IMMIGRATION: United States v. Texas (November Arguments TBA)
AT ISSUE: Challenge to a 2021 DHS policy that halts most migrant deportations and prioritizes removal only for those deemed a serious threat to public safety or cases of terrorism or espionage.
THE CASE: Following a lawsuit from Louisiana and Texas, a federal judge issued a nationwide injunction freezing the “Guidelines for the Enforcement of Civil Immigration Law” policy. The Biden administration then asked the High Court to intervene.
THE ARGUMENTS: The GOP-led states say the situation along the Mexican border is a growing crisis and that they are suffering economic, security, education and health problems associated with the new policy.

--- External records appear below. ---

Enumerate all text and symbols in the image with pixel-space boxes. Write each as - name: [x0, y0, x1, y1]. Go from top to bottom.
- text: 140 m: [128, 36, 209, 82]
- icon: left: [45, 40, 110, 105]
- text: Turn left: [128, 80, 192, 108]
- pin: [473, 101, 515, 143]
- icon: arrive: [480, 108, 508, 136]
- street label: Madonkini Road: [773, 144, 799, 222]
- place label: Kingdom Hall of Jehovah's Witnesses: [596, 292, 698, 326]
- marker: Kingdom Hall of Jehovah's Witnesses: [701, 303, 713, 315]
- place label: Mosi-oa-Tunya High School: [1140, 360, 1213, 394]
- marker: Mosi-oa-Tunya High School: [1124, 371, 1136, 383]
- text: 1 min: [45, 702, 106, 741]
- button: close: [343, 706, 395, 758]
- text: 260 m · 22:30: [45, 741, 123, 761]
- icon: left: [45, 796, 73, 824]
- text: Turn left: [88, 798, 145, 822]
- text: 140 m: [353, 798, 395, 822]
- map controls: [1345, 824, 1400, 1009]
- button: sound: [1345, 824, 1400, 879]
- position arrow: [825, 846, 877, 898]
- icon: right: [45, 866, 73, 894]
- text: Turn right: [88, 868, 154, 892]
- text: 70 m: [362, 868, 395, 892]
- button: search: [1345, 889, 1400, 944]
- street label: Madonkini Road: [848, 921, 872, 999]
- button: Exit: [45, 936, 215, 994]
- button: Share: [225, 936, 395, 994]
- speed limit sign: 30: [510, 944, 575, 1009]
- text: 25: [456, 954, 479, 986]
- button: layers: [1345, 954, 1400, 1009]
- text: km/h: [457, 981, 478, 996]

But the Ministry of Justice criticized a single federal judge’s order, saying it amounted to a “nationwide, judicially mandated review” of the executive branch’s enforcement priorities, noting that federal authorities are best equipped to handle the detention of illegal immigrants with its limited resources.
THE CONSEQUENCE: A number of both red- and blue-leaning states have challenged immigration policies in recent years involving both GOP and Democrat administrations. In the last Supreme Court term, the justices discussed separate appeals over asylum seekers and public benefits available to newly arrived migrants.
Courts have traditionally limited states’ ability to challenge federal immigration enforcement policies — or implement their own. But the current conservative majority on the Supreme Court appears more eager to consider the state’s challenges.